Of the 720 surveys collected across all sites, 12 were excluded due to incompleteness. The final analysis included the remaining 708 surveys. Respondents were 55.2% male, and 51.6% were >61 years of age. The largest proportion (29.3%) was ≥71 years of age, and 83.1% were not Aboriginal or Torres Strait Islander (non-ATSI); 11.8% self-identified as ATSI.

Five hundred eighty-eight owned a mobile phone; 64.3% reported it was a smart phone; 29 were unsure if their phone was a smart phone. More than half (77.6%, n=456) could use the phone for complex activities, and 36.6% (n=215) said they could use mobile phone apps. Ownership of mobile phones was significantly more common in respondents ≤60 years of age (P<.01), those who were employed (P<.01), and those with higher education levels (P<.01). There were no differences in smart phone ownership by ethnicity or whether on dialysis.

When asked about the use of complex apps as a measure of greater mHealth literacy, there was a similar relationship between app use and age, education, and employment. Younger respondents were four times as likely to use complex apps (odds ratio [OR], 4.25; 95% confidence interval [CI], 2.67-6.76; P<.001). The OR for those who were employed was 1.83 (95% CI, 1.1502.89; P=.01), and 2.35 (95% CI, 1.54-3.58; P<.001) for respondents with higher levels of education.

Sixty-nine point four percent of respondents reported use of the internet; of those, 89.4% (n=379) used it at home; 51.9% (n=252) for more than 60 minutes per day; 32.3% (n=113) on a laptop; and 30.6% (n=107) on a desktop computer. Checking e-mail was the most frequently cited internet activity (80.9%, n=395), followed by searching/browsing (n=366;74.5%), accessing social networks (n=245; 50.2%), accessing health information (n=221; 45.3%), and reading/watching the news (n=217, 44.5%). There were 217 respondents who reported they did not use the internet; of those, 54.4% (n=118) said they did not know how to use the internet.
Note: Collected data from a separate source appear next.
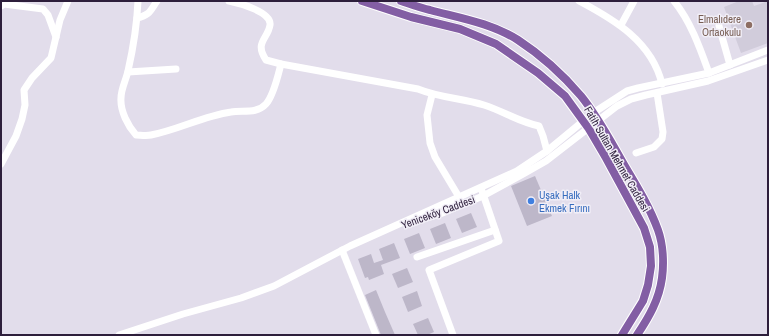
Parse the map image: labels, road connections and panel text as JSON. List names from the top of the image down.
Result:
{
  "streets": {
    "main road": ["Fatih Sultan Mehmet Caddesi"],
    "street": ["Yeniceköy Caddesi"]
  },
  "crossings": [
    ["Fatih Sultan Mehmet Caddesi", "Yeniceköy Caddesi"]
  ],
  "places": ["Elmalıdere Ortaokulu", "Uşak Halk Ekmek Fırını"]
}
Nearly half of the participants (n=332; 49%) said they had used the internet to search for specific information on CKD. Those participants were younger (P<.01), less likely to be indigenous (P=.03), and more likely to be employed (P<.01) and to have obtained higher educational qualifications (P<.01).
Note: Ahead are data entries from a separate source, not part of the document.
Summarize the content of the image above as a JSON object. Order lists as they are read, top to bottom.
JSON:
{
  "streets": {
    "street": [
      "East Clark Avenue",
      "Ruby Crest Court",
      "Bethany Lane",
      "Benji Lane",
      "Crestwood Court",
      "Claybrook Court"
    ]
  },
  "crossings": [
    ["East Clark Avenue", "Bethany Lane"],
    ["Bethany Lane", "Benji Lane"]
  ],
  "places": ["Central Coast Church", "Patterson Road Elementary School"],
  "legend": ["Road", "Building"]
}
When asked what mHealth technologies they would be willing to use to engage with their healthcare team, telephone calls were the most common modality indicated (n=400; 56.5%), followed by the internet (n=354; 50%), email (n=342; 48.3%), and SMS messages (n=326; 46%).

The researchers summarized their findings by saying, “In the CKD cohort, younger patients are more likely than older patients to use mHealth intensively and interactively although all patients’ technology literacy ought to be thoroughly assessed by renal teams before implementing in practice. Further research testing mHealth interventions to improve self-management in a range of patient cohorts is warranted.”

Takeaway Points

  1. Researchers in Australia conducted a cross-sectional study to assess whether and how patients with chronic kidney disease utilize internet and mobile phone technologies to aid in self-management of their disease.
  2. The study included a 38-item self-report survey that was distributed to patients with CKD attending outpatient clinics or dialysis units in Queensland, Australia.
  3. Of the 708 surveys included in the analyses, 89.2% of respondents said they had access to a computer and 83.5% reported they had a mobile phone. Compared with older patients, those ≤60 years of age were more likely to use the internet and mobile technologies.